## Data records
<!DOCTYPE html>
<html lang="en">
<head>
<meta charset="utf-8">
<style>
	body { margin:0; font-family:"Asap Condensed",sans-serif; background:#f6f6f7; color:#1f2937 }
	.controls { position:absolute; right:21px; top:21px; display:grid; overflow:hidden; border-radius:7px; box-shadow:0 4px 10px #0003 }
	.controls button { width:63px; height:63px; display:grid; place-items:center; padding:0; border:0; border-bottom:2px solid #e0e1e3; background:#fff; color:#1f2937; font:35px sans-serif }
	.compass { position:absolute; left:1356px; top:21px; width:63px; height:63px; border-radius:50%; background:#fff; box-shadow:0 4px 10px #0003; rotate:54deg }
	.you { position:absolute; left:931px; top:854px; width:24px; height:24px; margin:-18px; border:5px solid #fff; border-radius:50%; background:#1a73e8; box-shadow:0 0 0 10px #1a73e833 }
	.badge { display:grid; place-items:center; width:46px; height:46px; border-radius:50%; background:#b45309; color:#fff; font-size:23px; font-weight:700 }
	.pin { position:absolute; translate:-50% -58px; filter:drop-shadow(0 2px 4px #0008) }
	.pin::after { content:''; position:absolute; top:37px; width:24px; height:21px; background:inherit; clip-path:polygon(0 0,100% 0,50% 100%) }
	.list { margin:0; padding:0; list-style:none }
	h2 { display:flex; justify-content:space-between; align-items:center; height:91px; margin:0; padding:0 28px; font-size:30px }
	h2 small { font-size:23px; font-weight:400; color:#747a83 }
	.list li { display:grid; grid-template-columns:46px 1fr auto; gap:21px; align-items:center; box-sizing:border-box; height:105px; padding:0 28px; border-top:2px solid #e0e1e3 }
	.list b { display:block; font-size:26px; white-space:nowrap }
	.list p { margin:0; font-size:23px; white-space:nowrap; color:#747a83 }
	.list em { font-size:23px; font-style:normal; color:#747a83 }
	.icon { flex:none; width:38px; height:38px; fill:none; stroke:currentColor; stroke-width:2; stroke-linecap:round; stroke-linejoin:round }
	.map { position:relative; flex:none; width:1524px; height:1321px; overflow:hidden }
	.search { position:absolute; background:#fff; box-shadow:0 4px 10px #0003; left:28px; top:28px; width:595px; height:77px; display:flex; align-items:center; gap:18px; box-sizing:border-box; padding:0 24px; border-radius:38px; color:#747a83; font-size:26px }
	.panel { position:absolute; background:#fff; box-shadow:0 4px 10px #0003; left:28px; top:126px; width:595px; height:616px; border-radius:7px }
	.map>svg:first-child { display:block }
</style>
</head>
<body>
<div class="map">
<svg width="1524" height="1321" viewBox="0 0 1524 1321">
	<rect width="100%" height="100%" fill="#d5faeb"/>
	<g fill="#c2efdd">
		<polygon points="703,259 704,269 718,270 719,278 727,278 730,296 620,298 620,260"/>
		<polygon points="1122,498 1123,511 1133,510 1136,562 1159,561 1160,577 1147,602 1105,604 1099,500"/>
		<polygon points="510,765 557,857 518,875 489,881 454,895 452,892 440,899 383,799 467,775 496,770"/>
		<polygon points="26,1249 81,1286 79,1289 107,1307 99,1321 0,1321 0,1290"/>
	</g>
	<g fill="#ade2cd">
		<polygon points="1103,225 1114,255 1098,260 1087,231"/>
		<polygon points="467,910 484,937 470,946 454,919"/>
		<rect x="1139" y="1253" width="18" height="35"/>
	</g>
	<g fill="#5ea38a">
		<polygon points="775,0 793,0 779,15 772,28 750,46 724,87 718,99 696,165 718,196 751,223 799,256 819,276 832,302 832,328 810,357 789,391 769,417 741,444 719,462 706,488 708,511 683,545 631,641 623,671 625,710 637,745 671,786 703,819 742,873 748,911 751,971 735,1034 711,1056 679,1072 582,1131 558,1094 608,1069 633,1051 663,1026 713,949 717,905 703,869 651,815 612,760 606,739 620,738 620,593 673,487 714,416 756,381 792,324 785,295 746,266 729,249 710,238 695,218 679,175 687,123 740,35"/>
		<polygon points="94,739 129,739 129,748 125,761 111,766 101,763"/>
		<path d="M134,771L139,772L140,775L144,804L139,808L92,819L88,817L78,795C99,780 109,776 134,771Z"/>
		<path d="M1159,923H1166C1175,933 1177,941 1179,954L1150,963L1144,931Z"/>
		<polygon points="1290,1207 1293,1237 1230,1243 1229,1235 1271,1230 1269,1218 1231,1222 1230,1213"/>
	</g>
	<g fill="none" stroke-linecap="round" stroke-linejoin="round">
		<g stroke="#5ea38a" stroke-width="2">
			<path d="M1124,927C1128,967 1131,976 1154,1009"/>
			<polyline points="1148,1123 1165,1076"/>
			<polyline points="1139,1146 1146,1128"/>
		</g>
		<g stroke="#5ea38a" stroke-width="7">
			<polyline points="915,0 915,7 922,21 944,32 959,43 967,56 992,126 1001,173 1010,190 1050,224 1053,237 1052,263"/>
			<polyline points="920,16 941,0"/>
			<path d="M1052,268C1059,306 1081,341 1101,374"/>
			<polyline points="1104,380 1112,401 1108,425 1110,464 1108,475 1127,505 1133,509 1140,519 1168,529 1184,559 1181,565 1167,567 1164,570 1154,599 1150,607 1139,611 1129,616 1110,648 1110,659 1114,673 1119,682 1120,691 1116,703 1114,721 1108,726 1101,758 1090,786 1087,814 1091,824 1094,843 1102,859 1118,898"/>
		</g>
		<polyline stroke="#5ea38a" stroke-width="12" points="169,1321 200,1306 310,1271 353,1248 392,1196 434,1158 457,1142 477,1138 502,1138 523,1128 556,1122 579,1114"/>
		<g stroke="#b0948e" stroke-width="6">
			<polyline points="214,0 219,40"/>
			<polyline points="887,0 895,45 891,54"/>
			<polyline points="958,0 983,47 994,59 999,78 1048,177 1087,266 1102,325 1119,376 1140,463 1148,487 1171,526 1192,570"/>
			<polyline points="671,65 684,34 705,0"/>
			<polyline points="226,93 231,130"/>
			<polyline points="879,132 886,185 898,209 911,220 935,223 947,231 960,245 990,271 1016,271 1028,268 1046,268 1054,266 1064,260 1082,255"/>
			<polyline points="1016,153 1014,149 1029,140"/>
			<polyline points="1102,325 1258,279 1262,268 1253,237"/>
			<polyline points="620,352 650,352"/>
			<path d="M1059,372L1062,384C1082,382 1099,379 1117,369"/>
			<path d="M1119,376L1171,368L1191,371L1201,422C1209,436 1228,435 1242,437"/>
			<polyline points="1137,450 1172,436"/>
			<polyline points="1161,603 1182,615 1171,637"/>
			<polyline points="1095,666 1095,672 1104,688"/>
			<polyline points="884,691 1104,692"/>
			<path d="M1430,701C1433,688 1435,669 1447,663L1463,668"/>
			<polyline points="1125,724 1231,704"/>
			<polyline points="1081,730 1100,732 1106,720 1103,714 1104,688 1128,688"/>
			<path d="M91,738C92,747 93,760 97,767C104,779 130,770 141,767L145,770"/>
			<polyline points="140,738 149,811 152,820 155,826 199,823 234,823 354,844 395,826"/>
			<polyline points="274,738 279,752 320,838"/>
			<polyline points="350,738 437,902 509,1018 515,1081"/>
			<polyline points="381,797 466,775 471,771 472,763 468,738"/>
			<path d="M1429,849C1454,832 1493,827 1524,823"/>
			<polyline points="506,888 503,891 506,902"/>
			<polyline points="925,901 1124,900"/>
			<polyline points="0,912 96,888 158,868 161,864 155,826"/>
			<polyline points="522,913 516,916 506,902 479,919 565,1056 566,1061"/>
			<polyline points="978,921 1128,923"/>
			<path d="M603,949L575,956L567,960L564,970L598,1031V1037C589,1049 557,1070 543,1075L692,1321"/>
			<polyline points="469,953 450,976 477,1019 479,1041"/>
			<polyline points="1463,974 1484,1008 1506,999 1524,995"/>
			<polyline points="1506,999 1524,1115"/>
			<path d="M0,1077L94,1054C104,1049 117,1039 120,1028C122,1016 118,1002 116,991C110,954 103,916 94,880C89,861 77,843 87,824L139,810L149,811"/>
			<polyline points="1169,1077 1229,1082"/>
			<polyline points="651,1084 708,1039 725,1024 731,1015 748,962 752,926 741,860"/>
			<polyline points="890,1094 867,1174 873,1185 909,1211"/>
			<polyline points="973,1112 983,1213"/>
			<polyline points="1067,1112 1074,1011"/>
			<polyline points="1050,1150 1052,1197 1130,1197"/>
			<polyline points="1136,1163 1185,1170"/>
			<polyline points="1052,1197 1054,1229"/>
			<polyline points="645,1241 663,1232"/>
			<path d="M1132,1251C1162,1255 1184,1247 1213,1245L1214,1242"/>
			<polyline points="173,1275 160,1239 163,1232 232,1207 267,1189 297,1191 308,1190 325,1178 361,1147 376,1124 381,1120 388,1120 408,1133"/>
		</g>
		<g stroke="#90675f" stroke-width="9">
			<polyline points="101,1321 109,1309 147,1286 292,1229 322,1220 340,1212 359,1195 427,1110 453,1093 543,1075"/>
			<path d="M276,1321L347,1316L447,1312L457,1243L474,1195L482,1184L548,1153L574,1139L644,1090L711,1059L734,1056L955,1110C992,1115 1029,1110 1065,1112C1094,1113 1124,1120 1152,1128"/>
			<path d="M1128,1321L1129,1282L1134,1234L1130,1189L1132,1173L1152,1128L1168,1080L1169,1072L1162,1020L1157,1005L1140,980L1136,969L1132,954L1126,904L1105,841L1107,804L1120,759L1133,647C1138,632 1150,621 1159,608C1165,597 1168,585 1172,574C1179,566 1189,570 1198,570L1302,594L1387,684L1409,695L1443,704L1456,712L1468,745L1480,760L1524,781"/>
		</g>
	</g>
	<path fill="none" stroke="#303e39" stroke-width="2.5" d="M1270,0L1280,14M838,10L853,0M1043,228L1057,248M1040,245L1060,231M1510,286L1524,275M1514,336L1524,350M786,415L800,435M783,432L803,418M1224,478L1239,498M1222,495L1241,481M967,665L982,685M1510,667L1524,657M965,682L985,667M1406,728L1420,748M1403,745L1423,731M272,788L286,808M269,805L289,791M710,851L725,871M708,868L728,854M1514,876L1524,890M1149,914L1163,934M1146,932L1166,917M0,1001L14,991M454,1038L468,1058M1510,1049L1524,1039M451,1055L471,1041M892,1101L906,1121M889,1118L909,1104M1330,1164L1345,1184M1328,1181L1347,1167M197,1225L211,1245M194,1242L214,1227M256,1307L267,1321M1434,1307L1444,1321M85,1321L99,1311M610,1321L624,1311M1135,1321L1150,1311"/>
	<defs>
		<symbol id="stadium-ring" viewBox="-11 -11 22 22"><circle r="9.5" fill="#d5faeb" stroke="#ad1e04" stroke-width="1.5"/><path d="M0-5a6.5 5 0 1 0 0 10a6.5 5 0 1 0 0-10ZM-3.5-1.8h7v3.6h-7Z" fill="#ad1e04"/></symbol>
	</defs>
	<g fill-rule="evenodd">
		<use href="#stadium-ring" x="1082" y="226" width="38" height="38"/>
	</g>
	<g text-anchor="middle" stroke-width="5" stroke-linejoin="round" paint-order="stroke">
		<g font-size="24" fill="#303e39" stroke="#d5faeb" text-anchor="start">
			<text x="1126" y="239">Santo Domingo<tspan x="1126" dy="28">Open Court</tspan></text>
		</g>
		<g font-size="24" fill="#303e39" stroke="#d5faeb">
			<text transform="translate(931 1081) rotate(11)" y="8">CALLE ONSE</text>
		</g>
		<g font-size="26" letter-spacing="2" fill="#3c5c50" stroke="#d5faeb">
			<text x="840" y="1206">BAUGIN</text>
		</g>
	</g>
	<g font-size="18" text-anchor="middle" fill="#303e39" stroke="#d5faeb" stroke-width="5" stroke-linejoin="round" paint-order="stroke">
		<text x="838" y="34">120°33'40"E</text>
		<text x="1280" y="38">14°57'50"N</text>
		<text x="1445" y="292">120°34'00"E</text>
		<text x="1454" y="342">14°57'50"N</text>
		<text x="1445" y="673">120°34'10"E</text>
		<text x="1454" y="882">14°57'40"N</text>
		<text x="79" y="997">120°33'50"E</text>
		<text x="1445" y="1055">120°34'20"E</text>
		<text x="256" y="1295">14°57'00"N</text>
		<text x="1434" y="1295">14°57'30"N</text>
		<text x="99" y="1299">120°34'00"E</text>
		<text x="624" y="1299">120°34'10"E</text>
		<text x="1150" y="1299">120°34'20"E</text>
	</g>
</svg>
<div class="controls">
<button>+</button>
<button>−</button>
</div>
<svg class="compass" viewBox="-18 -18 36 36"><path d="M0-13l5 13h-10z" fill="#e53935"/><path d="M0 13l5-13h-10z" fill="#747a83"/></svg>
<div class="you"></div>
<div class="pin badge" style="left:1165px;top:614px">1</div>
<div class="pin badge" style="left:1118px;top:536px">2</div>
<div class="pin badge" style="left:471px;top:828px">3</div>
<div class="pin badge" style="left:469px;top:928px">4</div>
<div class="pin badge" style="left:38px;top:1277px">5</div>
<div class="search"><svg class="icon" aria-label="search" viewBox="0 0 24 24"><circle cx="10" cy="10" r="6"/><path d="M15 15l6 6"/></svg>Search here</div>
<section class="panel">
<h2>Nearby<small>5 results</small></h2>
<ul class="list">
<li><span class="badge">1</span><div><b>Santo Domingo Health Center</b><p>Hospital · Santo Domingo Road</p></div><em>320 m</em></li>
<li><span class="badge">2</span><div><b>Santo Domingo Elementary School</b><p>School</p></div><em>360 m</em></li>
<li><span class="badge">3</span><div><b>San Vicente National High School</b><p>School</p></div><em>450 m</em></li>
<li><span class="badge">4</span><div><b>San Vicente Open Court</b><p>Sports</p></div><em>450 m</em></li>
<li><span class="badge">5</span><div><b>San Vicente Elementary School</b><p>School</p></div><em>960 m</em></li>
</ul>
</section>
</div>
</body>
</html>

## Required work
All lines from the beginning of the material above through the one with "position:absolute; right:21px; top:21px;" need to be returned exactly; please return those and only those.

## Reply to the task
<!DOCTYPE html>
<html lang="en">
<head>
<meta charset="utf-8">
<style>
	body { margin:0; font-family:"Asap Condensed",sans-serif; background:#f6f6f7; color:#1f2937 }
	.controls { position:absolute; right:21px; top:21px; display:grid; overflow:hidden; border-radius:7px; box-shadow:0 4px 10px #0003 }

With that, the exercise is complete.